Yes, can you hear me?

Operator

Operator

Yes.

Mikael Opstun Skov

Analyst

Yes.

Omar Nokta

Analyst

Just wanted a follow-up on just a net LTV for half year at 3Q, obviously, a very nice drop from 24% to 20%. Obviously, precise like quarter over quarter. It seems that you're pace to perhaps get below 20% at the end of the fourth quarter, which, I guess, presumably triggers you back into that 90% payout threshold. Do you forecast that happening, or do you take into account the pro forma acquisition of the TORM stake at that point?

Perry Van Echtelt

Analyst

Yes. Hi, Omar, it's Perry. Good question. Net LTV at the end of Q3 is 20.5%. As we always do, we are consistent with our dividend policy and our dividend payout ratio. So of course, that would depend on where values are in the quarter. As we've also announced earlier in September that when we include -- once that deal closes, we include TORM stake at market value and purchase price, low of the both and then also including the debt. So that obviously will bring the net LTV all in all some -- probably somewhere in the middle of that range.

Operator

Operator

I don't see any more raised hands. So I'm actually going to move on to the chats and the Q&A. So we have a question in our chat, which I will direct to Perry, regarding whether we plan on purchasing further shares in TORM?

Perry Van Echtelt

Analyst

Yes, that's not so much to come down. We've mentioned also in the earnings release that there's one more condition outstanding for the close of the stake that we've announced for 40.45%, and can't really comment or add on questions or suggestion of further purchases.

Operator

Operator

Moving on to the next question. So we have someone asking that we mentioned in our detailed release the pool earnings for the week beginning 17th of November 2025. Is it only the week's earnings, or is it from the first of October to the 17th of November 2025?

Thomas Andersen

Analyst

Thank you for the question.
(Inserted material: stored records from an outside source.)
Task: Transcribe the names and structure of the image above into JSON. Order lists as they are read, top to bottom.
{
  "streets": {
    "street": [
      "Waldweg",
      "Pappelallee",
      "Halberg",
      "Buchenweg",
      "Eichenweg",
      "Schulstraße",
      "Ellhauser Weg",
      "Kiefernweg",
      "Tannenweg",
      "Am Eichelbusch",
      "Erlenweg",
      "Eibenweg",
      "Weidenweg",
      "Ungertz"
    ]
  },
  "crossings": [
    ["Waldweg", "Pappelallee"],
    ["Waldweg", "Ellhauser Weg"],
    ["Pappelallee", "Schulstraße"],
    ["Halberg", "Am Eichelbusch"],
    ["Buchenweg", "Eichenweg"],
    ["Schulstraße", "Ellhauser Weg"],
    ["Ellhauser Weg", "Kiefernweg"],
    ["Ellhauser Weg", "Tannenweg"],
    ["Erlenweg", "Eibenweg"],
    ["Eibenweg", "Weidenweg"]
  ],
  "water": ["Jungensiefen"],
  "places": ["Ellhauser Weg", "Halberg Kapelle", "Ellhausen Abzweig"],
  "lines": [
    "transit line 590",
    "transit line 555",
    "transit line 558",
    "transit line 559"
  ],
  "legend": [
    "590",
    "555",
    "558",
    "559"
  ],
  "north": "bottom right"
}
That's for the week of -- starting November 17, so that week's earnings only.

Operator

Operator

Thank you, Thomas. I'm just giving it a few more seconds to see if we receive anymore raise hands or any more questions in the Q&A or the chat. All right. Well, thank you, everyone. So today, we've come to the end of today's presentation. So thank you for attending Hafnia's third quarter to 2025 financial results conference call. You can find more information available on our website at www.hafnia.com. Thank you, everyone.